··· TASK MATERIAL

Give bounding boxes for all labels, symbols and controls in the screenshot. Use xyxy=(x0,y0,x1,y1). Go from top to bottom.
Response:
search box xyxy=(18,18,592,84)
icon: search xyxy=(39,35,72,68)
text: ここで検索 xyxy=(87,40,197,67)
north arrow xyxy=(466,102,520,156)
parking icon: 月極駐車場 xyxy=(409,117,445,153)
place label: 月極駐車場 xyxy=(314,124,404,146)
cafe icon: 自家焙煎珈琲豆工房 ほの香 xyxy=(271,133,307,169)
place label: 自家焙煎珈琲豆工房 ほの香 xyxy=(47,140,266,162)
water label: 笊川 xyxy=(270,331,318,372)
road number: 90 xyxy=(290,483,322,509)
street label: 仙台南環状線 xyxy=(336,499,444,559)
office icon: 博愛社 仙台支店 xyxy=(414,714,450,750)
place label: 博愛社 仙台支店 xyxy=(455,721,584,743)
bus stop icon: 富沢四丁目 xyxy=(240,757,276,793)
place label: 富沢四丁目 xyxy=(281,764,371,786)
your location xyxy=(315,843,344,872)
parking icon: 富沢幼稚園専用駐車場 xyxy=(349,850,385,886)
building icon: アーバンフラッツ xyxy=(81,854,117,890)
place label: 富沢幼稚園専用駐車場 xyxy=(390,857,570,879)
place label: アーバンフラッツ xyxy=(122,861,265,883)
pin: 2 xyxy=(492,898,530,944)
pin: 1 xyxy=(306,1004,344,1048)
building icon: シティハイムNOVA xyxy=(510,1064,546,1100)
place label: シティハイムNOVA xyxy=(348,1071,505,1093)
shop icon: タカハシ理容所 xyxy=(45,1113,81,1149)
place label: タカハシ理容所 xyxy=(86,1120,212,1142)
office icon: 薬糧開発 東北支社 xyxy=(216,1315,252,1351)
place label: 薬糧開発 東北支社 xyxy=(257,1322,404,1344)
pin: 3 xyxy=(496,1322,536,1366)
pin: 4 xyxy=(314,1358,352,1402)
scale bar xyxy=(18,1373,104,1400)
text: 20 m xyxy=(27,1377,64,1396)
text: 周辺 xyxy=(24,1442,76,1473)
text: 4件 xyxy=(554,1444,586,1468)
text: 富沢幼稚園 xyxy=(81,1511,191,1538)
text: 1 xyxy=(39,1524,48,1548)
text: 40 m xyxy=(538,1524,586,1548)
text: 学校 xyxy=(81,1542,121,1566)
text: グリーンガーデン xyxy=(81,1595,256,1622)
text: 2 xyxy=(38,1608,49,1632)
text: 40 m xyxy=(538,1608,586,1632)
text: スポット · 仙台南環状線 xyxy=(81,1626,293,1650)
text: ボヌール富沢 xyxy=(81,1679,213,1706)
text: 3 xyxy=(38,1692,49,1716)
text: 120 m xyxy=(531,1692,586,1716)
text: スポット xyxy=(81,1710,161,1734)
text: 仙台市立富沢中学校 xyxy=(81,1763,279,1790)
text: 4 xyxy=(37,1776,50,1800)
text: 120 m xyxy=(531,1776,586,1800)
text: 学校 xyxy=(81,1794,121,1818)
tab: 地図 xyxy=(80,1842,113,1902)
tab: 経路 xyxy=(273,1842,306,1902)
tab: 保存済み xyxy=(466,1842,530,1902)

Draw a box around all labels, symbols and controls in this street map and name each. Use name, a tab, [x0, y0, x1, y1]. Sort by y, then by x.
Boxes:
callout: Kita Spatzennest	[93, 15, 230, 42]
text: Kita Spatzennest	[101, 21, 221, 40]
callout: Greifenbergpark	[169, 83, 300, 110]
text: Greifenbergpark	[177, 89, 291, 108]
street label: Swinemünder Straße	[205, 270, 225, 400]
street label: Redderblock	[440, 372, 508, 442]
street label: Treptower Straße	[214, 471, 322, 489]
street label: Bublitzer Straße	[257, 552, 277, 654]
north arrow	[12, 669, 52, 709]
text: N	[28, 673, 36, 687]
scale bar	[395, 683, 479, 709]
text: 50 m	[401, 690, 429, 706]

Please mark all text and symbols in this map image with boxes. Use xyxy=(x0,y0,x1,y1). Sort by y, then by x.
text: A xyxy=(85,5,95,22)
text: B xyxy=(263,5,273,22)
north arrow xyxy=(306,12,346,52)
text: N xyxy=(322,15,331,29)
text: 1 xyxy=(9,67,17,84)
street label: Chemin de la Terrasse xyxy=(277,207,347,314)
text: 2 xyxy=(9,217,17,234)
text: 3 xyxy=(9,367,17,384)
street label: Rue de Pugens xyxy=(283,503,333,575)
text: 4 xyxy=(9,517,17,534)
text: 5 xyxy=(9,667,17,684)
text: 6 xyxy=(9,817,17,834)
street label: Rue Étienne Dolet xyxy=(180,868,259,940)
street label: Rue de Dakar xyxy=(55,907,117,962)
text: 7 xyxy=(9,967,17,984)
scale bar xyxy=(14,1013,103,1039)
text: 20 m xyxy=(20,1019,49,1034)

······
··· TASK MATERIAL

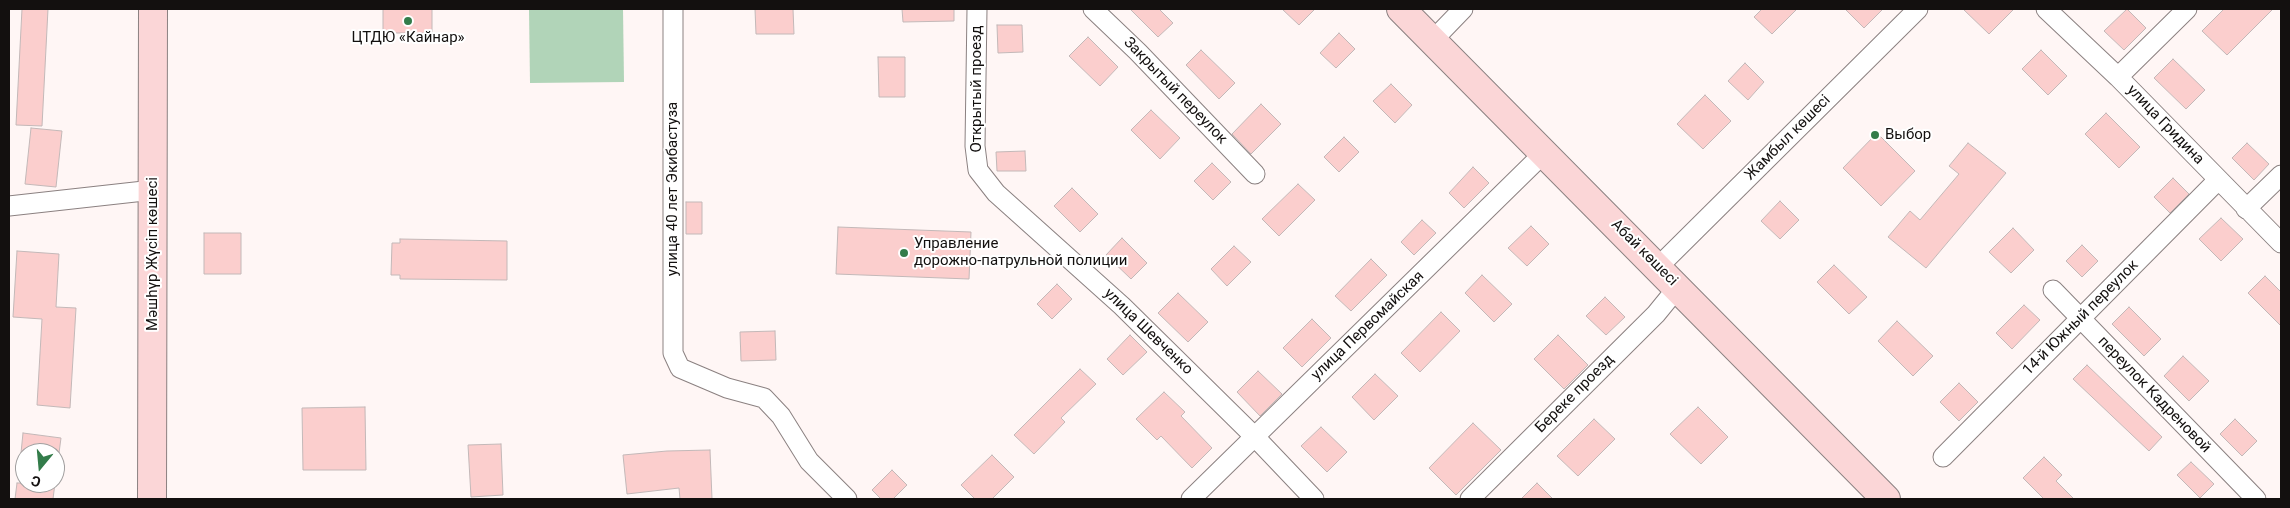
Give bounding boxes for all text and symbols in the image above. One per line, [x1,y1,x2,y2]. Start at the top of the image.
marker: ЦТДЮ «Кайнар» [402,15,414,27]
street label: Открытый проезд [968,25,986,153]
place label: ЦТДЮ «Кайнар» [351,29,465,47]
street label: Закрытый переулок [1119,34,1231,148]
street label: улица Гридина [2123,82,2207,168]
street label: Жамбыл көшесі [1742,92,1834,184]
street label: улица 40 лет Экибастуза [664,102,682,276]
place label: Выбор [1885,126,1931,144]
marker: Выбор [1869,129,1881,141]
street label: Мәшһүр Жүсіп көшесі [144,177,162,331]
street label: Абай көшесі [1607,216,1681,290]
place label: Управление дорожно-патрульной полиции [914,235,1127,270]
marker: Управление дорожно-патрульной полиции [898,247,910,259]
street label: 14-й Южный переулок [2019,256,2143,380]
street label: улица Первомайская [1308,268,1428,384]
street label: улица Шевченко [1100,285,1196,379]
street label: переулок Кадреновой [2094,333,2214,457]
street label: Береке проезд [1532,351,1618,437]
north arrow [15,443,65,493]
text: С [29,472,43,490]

······

## WORK TO COMPLETE
All lines of the records above with the word "north" in them are to be copied.

## WRITTEN SOLUTION
north arrow xyxy=(466,102,520,156)
north arrow	[12, 669, 52, 709]
north arrow xyxy=(306,12,346,52)
north arrow [15,443,65,493]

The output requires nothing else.